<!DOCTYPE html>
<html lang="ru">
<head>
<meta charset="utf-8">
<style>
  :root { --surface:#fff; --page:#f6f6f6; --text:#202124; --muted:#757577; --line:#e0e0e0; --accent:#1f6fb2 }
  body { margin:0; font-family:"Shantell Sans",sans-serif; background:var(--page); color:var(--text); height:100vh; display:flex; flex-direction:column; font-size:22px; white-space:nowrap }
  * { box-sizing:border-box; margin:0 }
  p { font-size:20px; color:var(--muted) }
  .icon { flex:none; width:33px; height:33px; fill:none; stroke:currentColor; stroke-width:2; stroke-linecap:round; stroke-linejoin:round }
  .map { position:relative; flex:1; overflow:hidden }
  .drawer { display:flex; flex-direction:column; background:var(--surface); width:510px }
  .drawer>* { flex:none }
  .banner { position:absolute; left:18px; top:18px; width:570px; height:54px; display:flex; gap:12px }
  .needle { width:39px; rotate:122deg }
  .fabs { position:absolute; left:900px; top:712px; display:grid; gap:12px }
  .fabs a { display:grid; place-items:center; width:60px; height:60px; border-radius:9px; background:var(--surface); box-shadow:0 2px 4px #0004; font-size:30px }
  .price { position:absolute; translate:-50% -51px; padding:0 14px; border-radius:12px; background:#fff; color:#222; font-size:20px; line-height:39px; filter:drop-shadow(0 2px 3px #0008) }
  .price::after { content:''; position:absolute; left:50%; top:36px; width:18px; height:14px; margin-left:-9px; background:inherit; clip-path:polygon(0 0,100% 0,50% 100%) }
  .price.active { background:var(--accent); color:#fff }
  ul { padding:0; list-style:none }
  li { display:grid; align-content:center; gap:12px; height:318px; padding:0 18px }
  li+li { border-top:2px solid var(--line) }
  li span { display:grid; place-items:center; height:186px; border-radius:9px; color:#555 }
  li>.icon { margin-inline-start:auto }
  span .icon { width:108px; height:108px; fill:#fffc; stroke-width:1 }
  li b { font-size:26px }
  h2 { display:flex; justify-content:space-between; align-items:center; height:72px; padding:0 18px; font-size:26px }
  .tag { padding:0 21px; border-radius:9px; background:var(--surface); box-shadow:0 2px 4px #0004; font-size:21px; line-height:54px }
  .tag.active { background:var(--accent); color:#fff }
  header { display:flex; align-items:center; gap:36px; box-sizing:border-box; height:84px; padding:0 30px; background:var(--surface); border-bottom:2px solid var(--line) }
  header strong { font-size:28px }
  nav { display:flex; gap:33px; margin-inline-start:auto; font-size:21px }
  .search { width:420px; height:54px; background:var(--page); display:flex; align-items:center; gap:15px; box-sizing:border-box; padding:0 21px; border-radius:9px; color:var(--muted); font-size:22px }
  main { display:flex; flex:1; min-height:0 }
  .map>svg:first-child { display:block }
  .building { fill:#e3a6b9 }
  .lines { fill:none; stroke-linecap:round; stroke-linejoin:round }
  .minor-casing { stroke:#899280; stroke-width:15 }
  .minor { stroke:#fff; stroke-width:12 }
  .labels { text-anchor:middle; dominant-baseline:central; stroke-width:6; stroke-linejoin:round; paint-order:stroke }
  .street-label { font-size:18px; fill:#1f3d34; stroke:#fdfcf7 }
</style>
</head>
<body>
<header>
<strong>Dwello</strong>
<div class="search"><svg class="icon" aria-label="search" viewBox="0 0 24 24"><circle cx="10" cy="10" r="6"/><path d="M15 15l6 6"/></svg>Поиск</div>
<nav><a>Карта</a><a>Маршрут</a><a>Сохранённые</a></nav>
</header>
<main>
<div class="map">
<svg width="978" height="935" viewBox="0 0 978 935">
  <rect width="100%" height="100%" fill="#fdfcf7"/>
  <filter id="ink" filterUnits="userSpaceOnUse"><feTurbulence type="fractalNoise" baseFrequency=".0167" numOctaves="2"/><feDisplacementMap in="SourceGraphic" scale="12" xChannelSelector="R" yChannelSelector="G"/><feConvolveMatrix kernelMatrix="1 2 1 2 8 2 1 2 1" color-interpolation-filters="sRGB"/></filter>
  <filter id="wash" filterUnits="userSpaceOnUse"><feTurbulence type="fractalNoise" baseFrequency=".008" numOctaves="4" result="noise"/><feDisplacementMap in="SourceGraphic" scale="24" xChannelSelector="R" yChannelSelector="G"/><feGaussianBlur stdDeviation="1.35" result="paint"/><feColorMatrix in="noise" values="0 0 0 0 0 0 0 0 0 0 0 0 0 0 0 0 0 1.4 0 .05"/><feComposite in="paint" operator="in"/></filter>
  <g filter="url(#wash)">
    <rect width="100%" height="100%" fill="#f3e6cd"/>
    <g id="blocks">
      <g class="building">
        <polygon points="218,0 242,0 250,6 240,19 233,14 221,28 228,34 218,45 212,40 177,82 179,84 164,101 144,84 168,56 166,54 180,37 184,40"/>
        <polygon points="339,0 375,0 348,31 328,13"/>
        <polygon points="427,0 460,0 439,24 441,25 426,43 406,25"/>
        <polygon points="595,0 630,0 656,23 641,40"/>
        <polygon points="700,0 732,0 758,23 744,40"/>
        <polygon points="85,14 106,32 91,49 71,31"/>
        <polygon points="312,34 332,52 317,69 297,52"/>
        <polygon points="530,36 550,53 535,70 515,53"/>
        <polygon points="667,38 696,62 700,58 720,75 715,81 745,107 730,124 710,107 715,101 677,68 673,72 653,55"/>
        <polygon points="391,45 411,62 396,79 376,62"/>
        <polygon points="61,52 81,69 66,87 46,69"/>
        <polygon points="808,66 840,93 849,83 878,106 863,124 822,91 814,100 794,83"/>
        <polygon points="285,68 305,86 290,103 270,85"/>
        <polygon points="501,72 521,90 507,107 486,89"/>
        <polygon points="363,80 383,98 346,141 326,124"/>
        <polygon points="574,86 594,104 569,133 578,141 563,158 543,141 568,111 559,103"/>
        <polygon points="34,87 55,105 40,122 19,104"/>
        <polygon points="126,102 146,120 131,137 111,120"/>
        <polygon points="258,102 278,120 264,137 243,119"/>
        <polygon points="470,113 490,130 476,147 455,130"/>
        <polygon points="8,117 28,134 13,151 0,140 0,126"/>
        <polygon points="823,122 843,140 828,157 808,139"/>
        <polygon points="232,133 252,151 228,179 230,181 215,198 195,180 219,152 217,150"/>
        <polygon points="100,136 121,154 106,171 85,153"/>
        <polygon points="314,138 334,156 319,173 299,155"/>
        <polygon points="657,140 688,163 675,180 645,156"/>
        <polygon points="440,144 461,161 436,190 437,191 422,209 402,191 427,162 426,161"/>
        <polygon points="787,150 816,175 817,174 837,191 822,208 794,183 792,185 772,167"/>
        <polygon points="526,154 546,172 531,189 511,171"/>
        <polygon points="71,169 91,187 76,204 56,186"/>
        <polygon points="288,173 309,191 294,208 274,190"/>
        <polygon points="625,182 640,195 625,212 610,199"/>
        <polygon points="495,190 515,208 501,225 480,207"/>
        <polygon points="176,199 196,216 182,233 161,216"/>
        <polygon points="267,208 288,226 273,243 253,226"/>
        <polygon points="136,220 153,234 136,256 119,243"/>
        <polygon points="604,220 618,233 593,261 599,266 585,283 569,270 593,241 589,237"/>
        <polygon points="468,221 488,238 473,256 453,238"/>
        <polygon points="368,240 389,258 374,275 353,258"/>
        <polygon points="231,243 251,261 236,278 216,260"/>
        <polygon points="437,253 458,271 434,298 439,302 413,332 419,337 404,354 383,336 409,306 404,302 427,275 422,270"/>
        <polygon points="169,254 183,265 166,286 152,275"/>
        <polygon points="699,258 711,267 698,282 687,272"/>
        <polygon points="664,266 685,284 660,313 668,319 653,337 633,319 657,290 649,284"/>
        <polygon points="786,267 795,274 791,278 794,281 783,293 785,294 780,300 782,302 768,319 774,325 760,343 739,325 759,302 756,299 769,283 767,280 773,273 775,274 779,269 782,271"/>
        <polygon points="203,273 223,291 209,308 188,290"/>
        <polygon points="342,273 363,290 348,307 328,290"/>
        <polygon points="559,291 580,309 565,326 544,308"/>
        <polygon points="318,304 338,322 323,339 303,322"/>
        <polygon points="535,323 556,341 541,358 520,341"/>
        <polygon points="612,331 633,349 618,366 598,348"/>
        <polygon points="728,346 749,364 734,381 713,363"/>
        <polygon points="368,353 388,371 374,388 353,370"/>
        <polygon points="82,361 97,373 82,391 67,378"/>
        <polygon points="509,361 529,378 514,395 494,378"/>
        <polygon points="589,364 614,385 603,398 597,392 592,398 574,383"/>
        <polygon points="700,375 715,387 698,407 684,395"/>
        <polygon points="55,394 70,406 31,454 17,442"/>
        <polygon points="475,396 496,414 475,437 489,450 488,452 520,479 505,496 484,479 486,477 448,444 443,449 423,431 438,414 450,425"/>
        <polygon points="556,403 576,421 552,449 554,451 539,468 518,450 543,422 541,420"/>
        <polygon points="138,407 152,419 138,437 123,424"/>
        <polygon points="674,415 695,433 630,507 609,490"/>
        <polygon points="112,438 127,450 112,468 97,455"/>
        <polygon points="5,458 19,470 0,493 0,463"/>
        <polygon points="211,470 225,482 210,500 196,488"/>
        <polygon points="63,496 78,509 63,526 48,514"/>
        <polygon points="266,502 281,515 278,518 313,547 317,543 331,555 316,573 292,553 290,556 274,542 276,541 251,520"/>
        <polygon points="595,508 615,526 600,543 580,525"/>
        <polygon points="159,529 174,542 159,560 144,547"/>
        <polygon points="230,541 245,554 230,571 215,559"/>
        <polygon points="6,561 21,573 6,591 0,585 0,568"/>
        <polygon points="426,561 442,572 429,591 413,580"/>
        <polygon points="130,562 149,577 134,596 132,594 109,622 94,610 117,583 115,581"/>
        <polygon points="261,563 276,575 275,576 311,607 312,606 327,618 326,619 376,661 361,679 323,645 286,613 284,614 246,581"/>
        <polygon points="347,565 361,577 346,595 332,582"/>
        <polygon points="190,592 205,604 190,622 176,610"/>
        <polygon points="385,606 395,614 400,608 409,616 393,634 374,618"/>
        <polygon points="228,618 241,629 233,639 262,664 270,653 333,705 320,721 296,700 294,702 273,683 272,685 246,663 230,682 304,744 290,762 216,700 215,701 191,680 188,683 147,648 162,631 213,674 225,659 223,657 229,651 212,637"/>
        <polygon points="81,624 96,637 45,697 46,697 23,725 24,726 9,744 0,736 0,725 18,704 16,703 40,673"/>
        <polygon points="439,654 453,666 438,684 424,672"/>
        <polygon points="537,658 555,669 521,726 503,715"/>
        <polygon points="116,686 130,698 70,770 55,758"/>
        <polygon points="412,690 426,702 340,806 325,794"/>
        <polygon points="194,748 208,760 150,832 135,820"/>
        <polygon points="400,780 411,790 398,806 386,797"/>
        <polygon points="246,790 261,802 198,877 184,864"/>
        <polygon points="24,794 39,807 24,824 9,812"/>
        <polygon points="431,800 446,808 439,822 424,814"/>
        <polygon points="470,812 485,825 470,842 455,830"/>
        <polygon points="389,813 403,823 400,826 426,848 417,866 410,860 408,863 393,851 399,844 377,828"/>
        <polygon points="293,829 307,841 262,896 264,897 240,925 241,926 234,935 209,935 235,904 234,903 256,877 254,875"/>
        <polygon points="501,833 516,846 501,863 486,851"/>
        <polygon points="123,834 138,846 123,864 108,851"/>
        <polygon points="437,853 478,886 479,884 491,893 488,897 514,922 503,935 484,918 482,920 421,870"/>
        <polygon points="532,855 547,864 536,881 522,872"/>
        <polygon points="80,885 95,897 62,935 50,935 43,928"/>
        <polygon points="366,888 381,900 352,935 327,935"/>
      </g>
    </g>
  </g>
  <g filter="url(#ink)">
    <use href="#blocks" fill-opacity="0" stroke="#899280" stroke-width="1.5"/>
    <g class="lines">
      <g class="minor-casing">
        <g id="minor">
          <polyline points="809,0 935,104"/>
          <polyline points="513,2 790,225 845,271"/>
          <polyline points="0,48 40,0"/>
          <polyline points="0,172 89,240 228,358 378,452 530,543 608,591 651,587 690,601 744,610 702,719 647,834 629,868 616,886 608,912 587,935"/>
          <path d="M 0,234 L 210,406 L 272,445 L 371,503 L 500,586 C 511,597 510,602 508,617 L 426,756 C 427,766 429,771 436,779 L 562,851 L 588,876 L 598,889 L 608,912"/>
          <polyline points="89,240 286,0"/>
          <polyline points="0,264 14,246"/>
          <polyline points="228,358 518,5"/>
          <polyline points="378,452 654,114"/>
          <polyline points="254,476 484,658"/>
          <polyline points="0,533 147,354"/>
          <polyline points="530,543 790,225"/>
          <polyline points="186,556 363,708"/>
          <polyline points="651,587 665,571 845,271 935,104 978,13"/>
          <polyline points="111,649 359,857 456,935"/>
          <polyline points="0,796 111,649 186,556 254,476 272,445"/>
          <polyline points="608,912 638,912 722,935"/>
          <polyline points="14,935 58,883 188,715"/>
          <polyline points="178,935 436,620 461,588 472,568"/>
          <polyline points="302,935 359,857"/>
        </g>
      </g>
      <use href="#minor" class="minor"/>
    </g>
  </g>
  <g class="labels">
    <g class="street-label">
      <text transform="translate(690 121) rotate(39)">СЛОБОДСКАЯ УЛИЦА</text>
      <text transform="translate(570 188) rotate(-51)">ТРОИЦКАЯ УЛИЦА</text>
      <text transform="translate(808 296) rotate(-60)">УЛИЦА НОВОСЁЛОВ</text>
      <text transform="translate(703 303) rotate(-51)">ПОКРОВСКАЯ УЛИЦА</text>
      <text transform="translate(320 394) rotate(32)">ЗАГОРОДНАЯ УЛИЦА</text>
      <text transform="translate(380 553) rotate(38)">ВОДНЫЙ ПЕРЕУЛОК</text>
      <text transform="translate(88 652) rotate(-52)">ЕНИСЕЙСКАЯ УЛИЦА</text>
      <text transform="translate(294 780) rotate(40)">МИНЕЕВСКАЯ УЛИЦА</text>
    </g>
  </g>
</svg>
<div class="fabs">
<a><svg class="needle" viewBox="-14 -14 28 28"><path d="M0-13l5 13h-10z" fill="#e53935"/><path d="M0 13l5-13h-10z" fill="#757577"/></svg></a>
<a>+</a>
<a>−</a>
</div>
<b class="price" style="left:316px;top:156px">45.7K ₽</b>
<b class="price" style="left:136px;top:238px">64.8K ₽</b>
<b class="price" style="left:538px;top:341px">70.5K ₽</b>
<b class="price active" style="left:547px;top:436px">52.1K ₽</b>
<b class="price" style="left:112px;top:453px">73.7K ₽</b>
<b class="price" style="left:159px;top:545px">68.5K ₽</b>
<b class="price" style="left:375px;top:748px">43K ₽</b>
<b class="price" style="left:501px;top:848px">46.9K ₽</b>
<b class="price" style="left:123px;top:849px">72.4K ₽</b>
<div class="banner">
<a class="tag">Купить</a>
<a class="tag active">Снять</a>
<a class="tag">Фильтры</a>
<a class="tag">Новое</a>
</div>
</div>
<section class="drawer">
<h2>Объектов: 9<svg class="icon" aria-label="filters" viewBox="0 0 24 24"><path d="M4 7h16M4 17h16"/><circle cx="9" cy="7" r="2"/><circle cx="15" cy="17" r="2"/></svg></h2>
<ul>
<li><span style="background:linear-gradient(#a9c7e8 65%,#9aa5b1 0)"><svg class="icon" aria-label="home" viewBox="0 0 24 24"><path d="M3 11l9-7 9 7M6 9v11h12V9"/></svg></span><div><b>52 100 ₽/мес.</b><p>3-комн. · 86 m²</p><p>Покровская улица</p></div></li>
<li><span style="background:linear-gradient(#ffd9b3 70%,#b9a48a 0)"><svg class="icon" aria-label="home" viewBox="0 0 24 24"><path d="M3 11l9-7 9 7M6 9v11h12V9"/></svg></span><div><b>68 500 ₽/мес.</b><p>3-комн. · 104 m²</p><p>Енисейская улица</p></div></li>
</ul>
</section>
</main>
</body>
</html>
-------------------------
Task prompt |
Your answer should be the lines above, from the line containing "position:absolute; left:900px; top:712px;" up to and including the line containing "width:108px; height:108px; fill:#fffc;", reproduced exactly and with nothing else.

Your response |
  .fabs { position:absolute; left:900px; top:712px; display:grid; gap:12px }
  .fabs a { display:grid; place-items:center; width:60px; height:60px; border-radius:9px; background:var(--surface); box-shadow:0 2px 4px #0004; font-size:30px }
  .price { position:absolute; translate:-50% -51px; padding:0 14px; border-radius:12px; background:#fff; color:#222; font-size:20px; line-height:39px; filter:drop-shadow(0 2px 3px #0008) }
  .price::after { content:''; position:absolute; left:50%; top:36px; width:18px; height:14px; margin-left:-9px; background:inherit; clip-path:polygon(0 0,100% 0,50% 100%) }
  .price.active { background:var(--accent); color:#fff }
  ul { padding:0; list-style:none }
  li { display:grid; align-content:center; gap:12px; height:318px; padding:0 18px }
  li+li { border-top:2px solid var(--line) }
  li span { display:grid; place-items:center; height:186px; border-radius:9px; color:#555 }
  li>.icon { margin-inline-start:auto }
  span .icon { width:108px; height:108px; fill:#fffc; stroke-width:1 }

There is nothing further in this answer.